Redcar’s ‘virtual shops’ – with added authenticity
There’s nothing like glorious weather to bring a British seaside resort to life, and Redcar, on the Tees Valley coast, had a really great buzz about it when I visited yesterday.
The streets were packed with shoppers, and there were entertainers in both the High Street and the Regent Walk shopping centre. Even Wetherspoon’s was playing host to some impromptu guitar playing from one of its customers.
I’d only been to Redcar once before, back in September 2009, but I took an immediate liking to the place. The wide, pedestrianised High Street is a pleasing public space, with coordinated street furniture and a lack of clutter (market stalls, delivery vehicles, etc.) that puts Newcastle’s Northumberland Street to shame.
Shopping centres by the sea are nearly always appealing, and Redcar’s Espanade runs directly behind the High Street. As I noted last time, this means that the town’s former Woolworths building (still occupied by the Yorkshire Trading Company) has a wonderful sea view from its back door, a feature that it must share with very few other ex-Woolies sites – Whitby, just a short way down the coast, of course being one of them.
Of course, the town centre isn’t without its problems. In the last few years, the number of empty shops in Redcar High Street has become a key issue, repeatedly flagged up in the local and national media. Since I was there last, this has prompted the local authority to create a series of ‘virtual shops’ to fill the voids, as part of its ‘Uplifting Our Town Centres’ initiative – a solution very similar to Shopjacket, but not executed with quite the same panache.
Interestingly, there’s also a virtual café, a virtual restaurant, and even (on the Esplanade) a virtual house.
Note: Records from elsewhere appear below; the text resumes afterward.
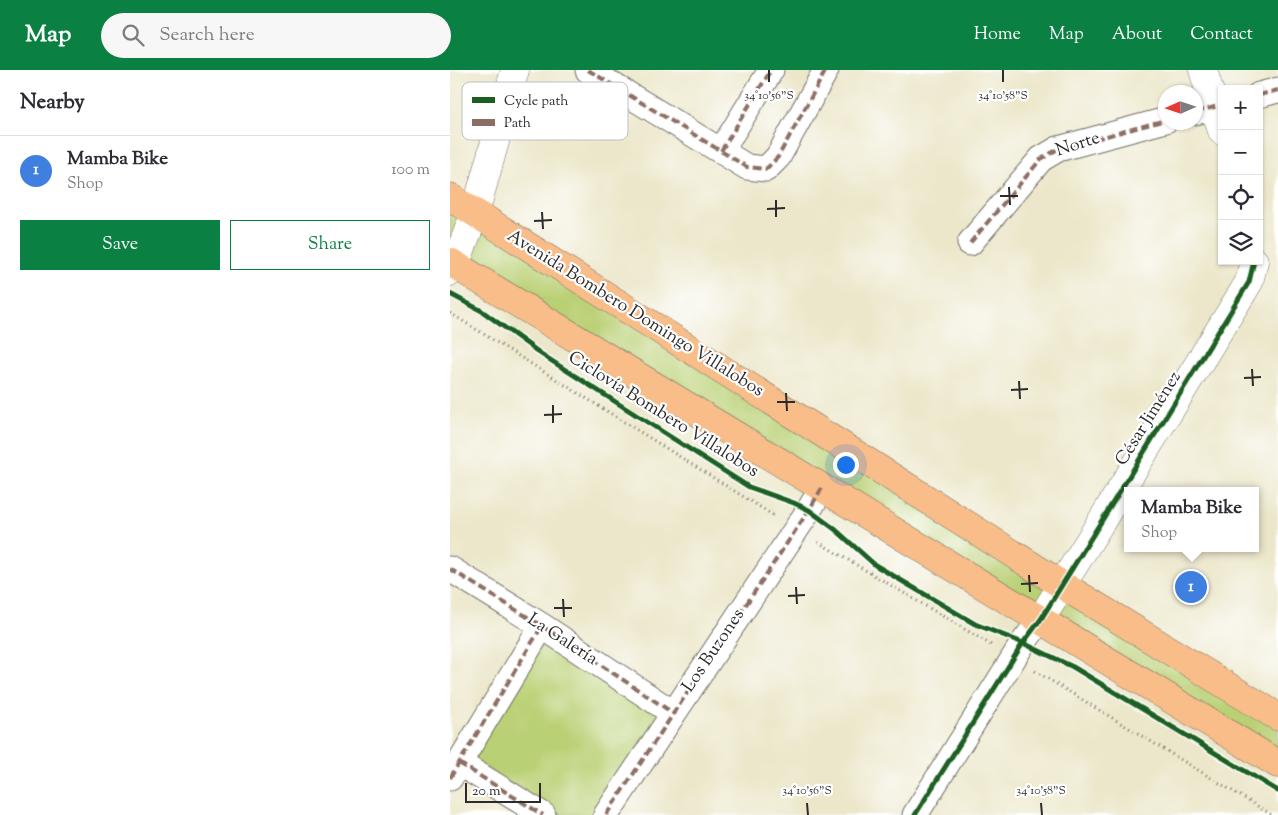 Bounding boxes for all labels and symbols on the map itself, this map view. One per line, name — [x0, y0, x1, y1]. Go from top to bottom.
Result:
legend — [462, 82, 628, 140]
north arrow — [1158, 85, 1203, 130]
text: 34°10'56"S — [744, 87, 794, 105]
text: 34°10'58"S — [978, 87, 1028, 105]
text: Cycle path — [504, 92, 568, 112]
text: Path — [504, 114, 531, 134]
street label: Norte — [1052, 126, 1104, 164]
street label: Avenida Bombero Domingo Villalobos — [502, 224, 768, 404]
street label: Ciclovía Bombero Villalobos — [562, 345, 764, 485]
street label: César Jiménez — [1110, 367, 1189, 471]
your location — [833, 452, 859, 478]
pin: 1 — [1175, 568, 1207, 606]
street label: Los Buzones — [676, 604, 752, 698]
street label: La Galería — [522, 607, 602, 673]
scale bar — [465, 780, 541, 803]
text: 34°10'56"S — [782, 782, 832, 800]
text: 34°10'58"S — [1016, 782, 1066, 800]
Clearly, as I’ve said before, such an approach is no substitute for bringing properties back into active – and non-virtual – use. However, as a way of ensuring that such buildings don’t become a short-term visual blight on those businesses that are trading, it’s an incredibly effective solution. Walking around Redcar, my eyes were drawn to the occupied buildings instead of the vacant ones, which is surely the whole point of the exercise.
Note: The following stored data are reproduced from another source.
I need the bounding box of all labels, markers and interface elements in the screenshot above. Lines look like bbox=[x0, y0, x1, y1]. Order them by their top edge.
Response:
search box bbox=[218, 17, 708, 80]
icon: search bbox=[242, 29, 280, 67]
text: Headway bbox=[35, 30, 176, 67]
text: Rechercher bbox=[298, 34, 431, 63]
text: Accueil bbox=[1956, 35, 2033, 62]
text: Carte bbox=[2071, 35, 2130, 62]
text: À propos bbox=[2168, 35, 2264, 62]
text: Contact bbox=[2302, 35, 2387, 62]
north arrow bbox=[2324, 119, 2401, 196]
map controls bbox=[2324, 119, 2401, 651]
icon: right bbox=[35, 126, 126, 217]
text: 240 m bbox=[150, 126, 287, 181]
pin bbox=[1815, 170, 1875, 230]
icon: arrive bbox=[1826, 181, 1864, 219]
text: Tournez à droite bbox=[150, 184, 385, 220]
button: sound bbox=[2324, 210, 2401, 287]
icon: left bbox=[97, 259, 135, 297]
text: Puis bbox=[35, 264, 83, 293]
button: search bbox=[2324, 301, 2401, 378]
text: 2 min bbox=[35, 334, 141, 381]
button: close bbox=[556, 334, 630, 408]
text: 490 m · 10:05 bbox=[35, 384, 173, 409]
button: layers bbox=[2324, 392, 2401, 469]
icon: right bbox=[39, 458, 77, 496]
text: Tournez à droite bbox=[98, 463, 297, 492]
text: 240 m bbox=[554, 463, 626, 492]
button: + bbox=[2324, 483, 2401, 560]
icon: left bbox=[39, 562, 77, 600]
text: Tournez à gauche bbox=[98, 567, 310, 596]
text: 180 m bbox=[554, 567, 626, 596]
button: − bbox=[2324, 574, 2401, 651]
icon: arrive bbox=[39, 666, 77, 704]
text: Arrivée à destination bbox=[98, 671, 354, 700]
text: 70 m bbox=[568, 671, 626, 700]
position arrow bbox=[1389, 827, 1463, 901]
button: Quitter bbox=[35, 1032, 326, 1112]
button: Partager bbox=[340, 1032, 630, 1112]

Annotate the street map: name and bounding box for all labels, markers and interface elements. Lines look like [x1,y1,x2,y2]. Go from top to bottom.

Of all the virtual shops, however, my favourite has to be the virtual fashion store at 28 High Street, below, housed in what I believe used to be a branch of the collapsed DIY retailer Leveys.
The ‘Store Closing – Everything Must Go!’ posters – left over, one imagines, from the previous tenant – certainly add a touch of credit crunch-era authenticity to the virtual shop. It’s not really the kind of message you want to communicate to prospective future occupants, though…
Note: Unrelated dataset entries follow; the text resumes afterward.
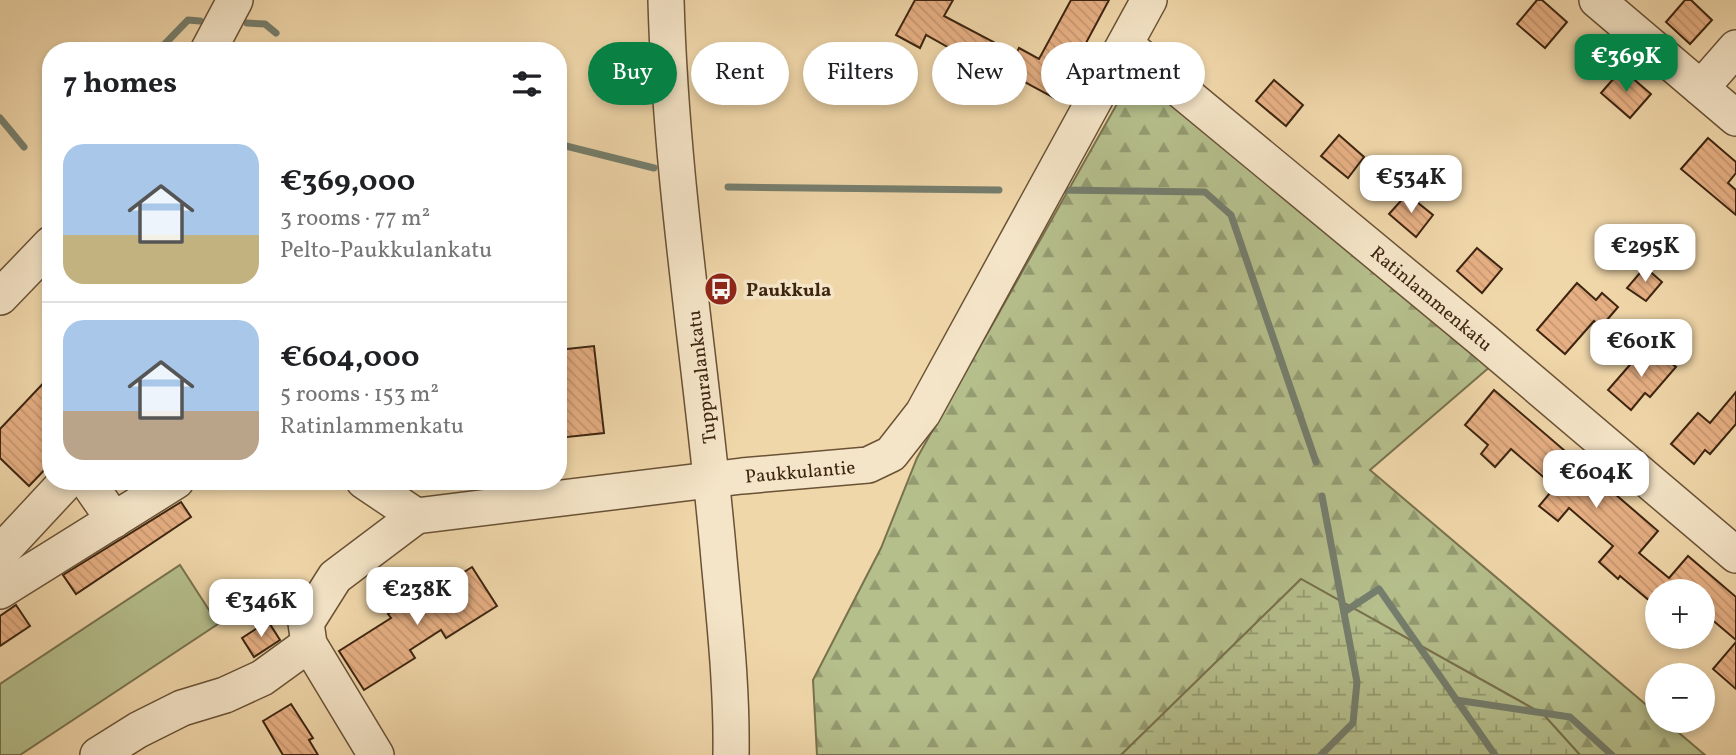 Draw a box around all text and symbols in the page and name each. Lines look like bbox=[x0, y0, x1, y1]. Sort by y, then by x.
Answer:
pin: €369K bbox=[1577, 34, 1675, 94]
text: €369K bbox=[1591, 41, 1661, 73]
chip: Buy bbox=[588, 42, 677, 105]
chip: Rent bbox=[691, 42, 789, 105]
chip: Filters bbox=[803, 42, 918, 105]
chip: New bbox=[932, 42, 1027, 105]
chip: Apartment bbox=[1041, 42, 1205, 105]
text: 7 homes bbox=[63, 63, 177, 105]
icon: filters bbox=[508, 65, 546, 103]
pin: €534K bbox=[1362, 156, 1460, 215]
text: €369,000 bbox=[280, 161, 415, 203]
text: €534K bbox=[1376, 162, 1446, 194]
icon: home bbox=[119, 172, 203, 256]
text: 3 rooms · 77 m² bbox=[280, 203, 430, 235]
pin: €295K bbox=[1596, 224, 1694, 284]
text: €295K bbox=[1610, 231, 1680, 263]
text: Pelto-Paukkulankatu bbox=[280, 235, 492, 267]
street label: Ratinlammenkatu bbox=[1364, 241, 1497, 358]
bus stop icon: Paukkula bbox=[702, 270, 740, 308]
place label: Paukkula bbox=[746, 278, 831, 304]
street label: Tuppuralankatu bbox=[682, 309, 724, 445]
pin: €601K bbox=[1592, 320, 1690, 379]
text: €601K bbox=[1606, 326, 1676, 358]
text: €604,000 bbox=[280, 337, 419, 379]
icon: home bbox=[119, 348, 203, 432]
text: 5 rooms · 153 m² bbox=[280, 379, 439, 411]
text: Ratinlammenkatu bbox=[280, 411, 464, 443]
pin: €604K bbox=[1547, 450, 1645, 510]
street label: Paukkulantie bbox=[744, 455, 856, 491]
text: €604K bbox=[1559, 457, 1633, 489]
pin: €238K bbox=[368, 568, 466, 627]
text: €238K bbox=[382, 574, 452, 606]
map controls bbox=[1645, 579, 1715, 733]
button: + bbox=[1645, 579, 1715, 649]
pin: €346K bbox=[212, 580, 310, 639]
text: €346K bbox=[225, 586, 297, 618]
button: − bbox=[1645, 663, 1715, 733] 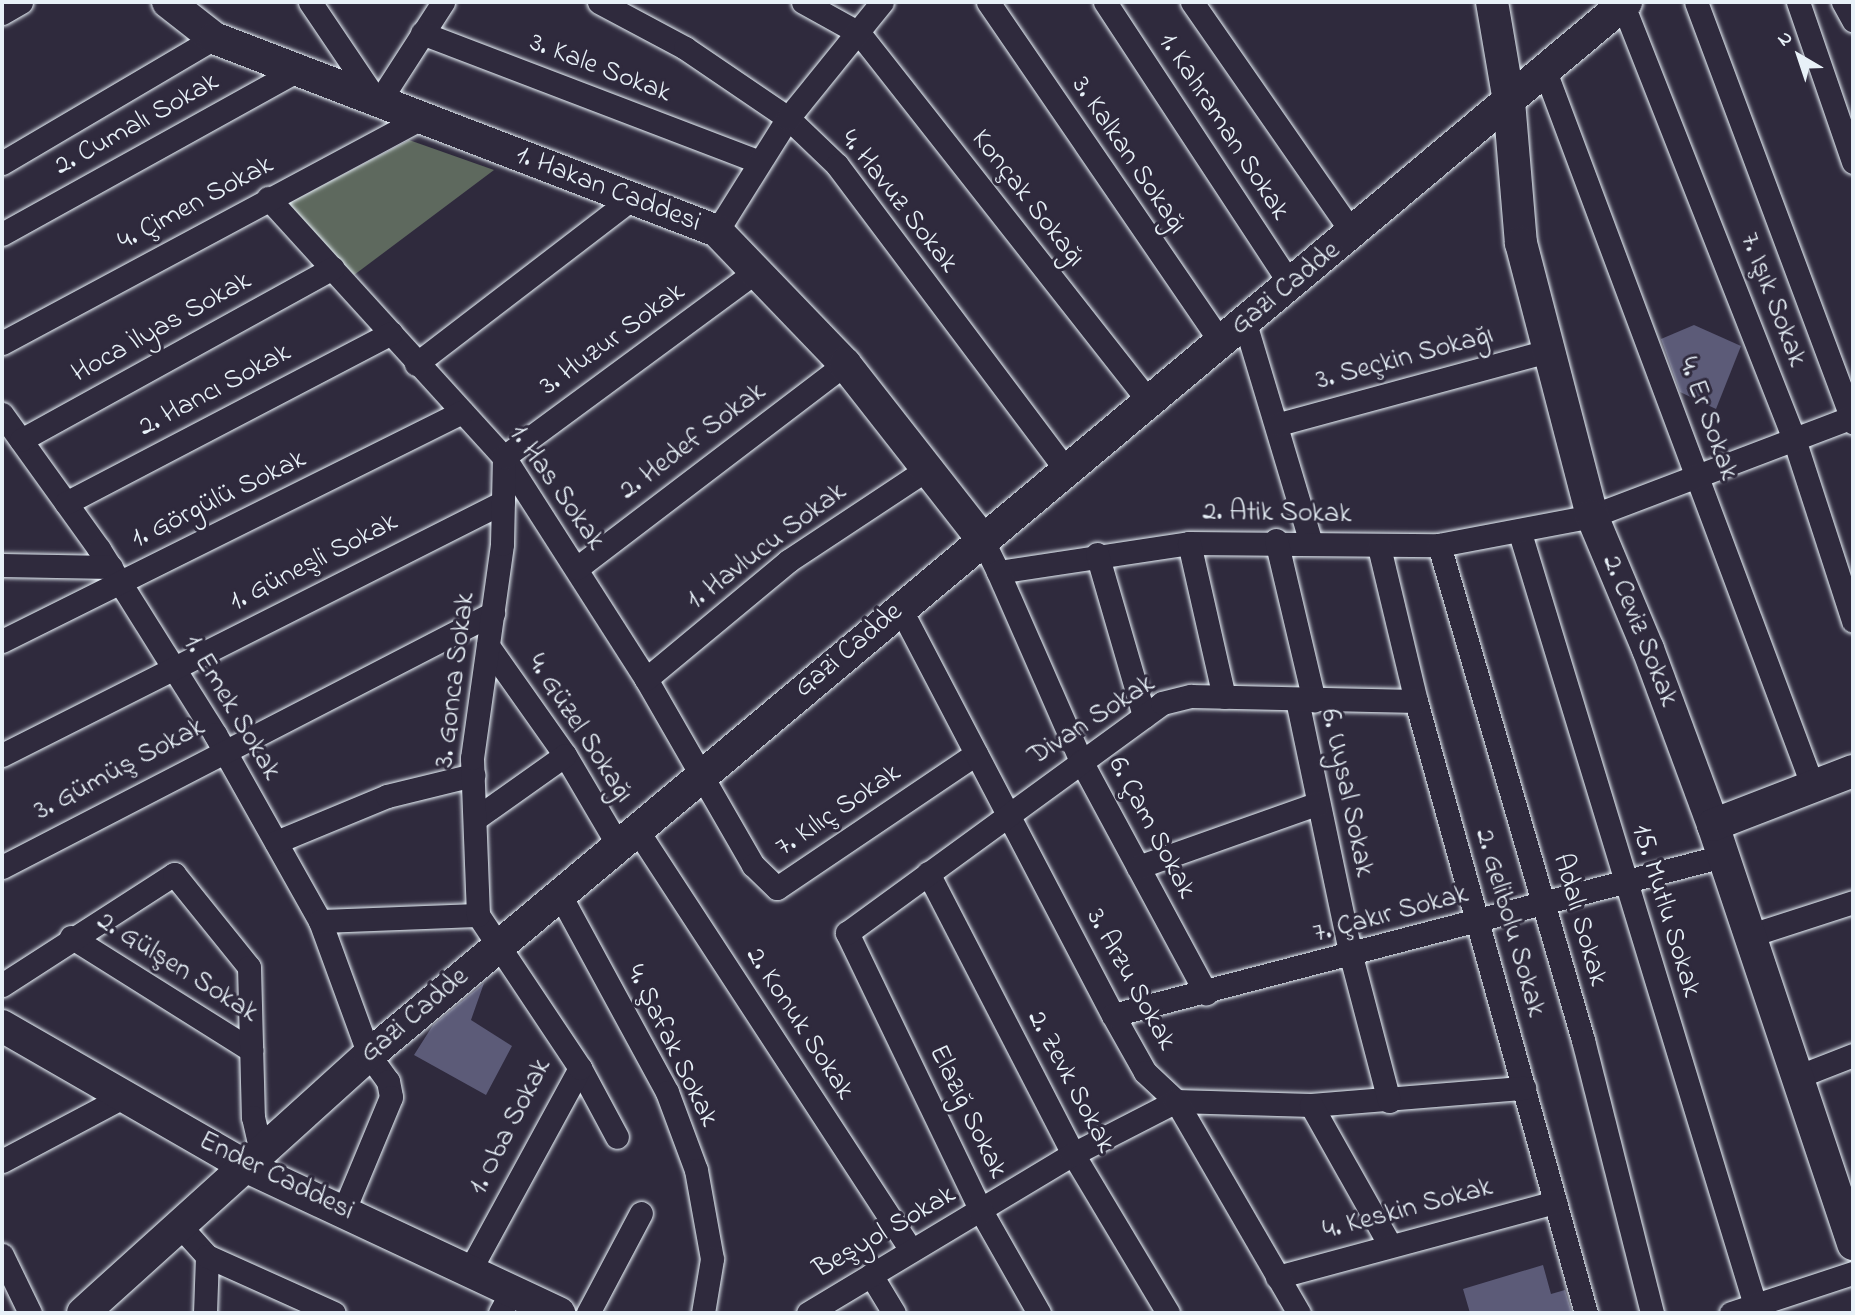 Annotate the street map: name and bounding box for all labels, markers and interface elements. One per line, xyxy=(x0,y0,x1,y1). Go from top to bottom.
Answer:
north arrow xyxy=(1764,21,1834,91)
text: N xyxy=(1772,25,1799,54)
street label: 3. Kale Sokak xyxy=(525,27,675,111)
street label: 1. Kahraman Sokak xyxy=(1150,27,1296,227)
street label: 2. Cumalı Sokak xyxy=(49,66,225,184)
street label: 3. Kalkan Sokağı xyxy=(1063,71,1193,241)
street label: Konçak Sokağı xyxy=(963,123,1091,275)
street label: 4. Havuz Sokak xyxy=(832,124,964,280)
street label: 1. Hakan Caddesi xyxy=(511,139,705,241)
street label: 4. Çimen Sokak xyxy=(113,149,279,259)
street label: 7. Işık Sokak xyxy=(1731,228,1813,372)
street label: Gazi Cadde xyxy=(1225,235,1347,343)
street label: Hoca İlyas Sokak xyxy=(66,265,258,391)
street label: 3. Huzur Sokak xyxy=(534,276,692,404)
street label: 3. Seçkin Sokağı xyxy=(1313,319,1497,399)
street label: 2. Hancı Sokak xyxy=(133,337,297,445)
street label: 4. Er Sokak xyxy=(1669,353,1745,485)
street label: 2. Hedef Sokak xyxy=(613,376,773,508)
street label: 1. Has Sokak xyxy=(500,419,612,557)
street label: 1. Görgülü Sokak xyxy=(126,443,312,557)
street label: 1. Havlucu Sokak xyxy=(681,476,853,618)
street label: 2. Atik Sokak xyxy=(1202,496,1352,532)
street label: 1. Güneşli Sokak xyxy=(224,506,404,620)
street label: 2. Ceviz Sokak xyxy=(1593,550,1685,712)
street label: 3. Gonca Sokak xyxy=(429,591,483,769)
street label: Gazi Cadde xyxy=(788,596,910,706)
street label: 1. Emek Sokak xyxy=(175,629,287,787)
street label: 4. Güzel Sokağı xyxy=(518,648,640,810)
street label: Divan Sokak xyxy=(1023,668,1161,774)
street label: 6. Uysal Sokak xyxy=(1312,706,1380,880)
street label: 3. Gümüş Sokak xyxy=(29,711,211,829)
street label: 6. Çam Sokak xyxy=(1100,751,1202,905)
street label: 7. Kılıç Sokak xyxy=(770,757,908,865)
street label: 15. Mutlu Sokak xyxy=(1623,821,1707,1001)
street label: 2. Gelibolu Sokak xyxy=(1466,825,1552,1021)
street label: Adalı Sokak xyxy=(1544,850,1614,990)
street label: 7. Çakır Sokak xyxy=(1310,878,1472,952)
street label: 3. Arzu Sokak xyxy=(1077,904,1183,1056)
street label: 2. Gülşen Sokak xyxy=(90,905,264,1031)
street label: 2. Konuk Sokak xyxy=(737,941,861,1107)
street label: 4. Şafak Sokak xyxy=(617,960,725,1132)
street label: Gazi Cadde xyxy=(354,961,476,1071)
street label: 2. Zevk Sokak xyxy=(1018,1005,1122,1159)
street label: Elazığ Sokak xyxy=(920,1040,1014,1184)
street label: 1. Oba Sokak xyxy=(462,1053,560,1201)
street label: Ender Caddesi xyxy=(193,1125,359,1229)
street label: 4. Keskin Sokak xyxy=(1320,1171,1496,1249)
street label: Beşyol Sokak xyxy=(808,1179,962,1287)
Great to see you visiting redcar and finding some delight in what is a town trying to re-invent it’s self.
I my self live within the borough of Redcar & Cleveland and we do consider ourselves part of North Yorkshire.
I too, was in Redcar a fortnight ago and the appearance of the ‘virtual shops’ certainly made an impression. In fact at one end of the High Street – furthest from the clock tower end – there seemed to be more ‘virtual shops’ than actual ones!
Being a Midlander and a yearly visitor to Redcar, we tend to refer to the area as Teesside – even though that has a bit of an industrial ‘tone’ to it. We much prefer to say Cleveland, but you still have to explain to people down here where exactly Cleveland is!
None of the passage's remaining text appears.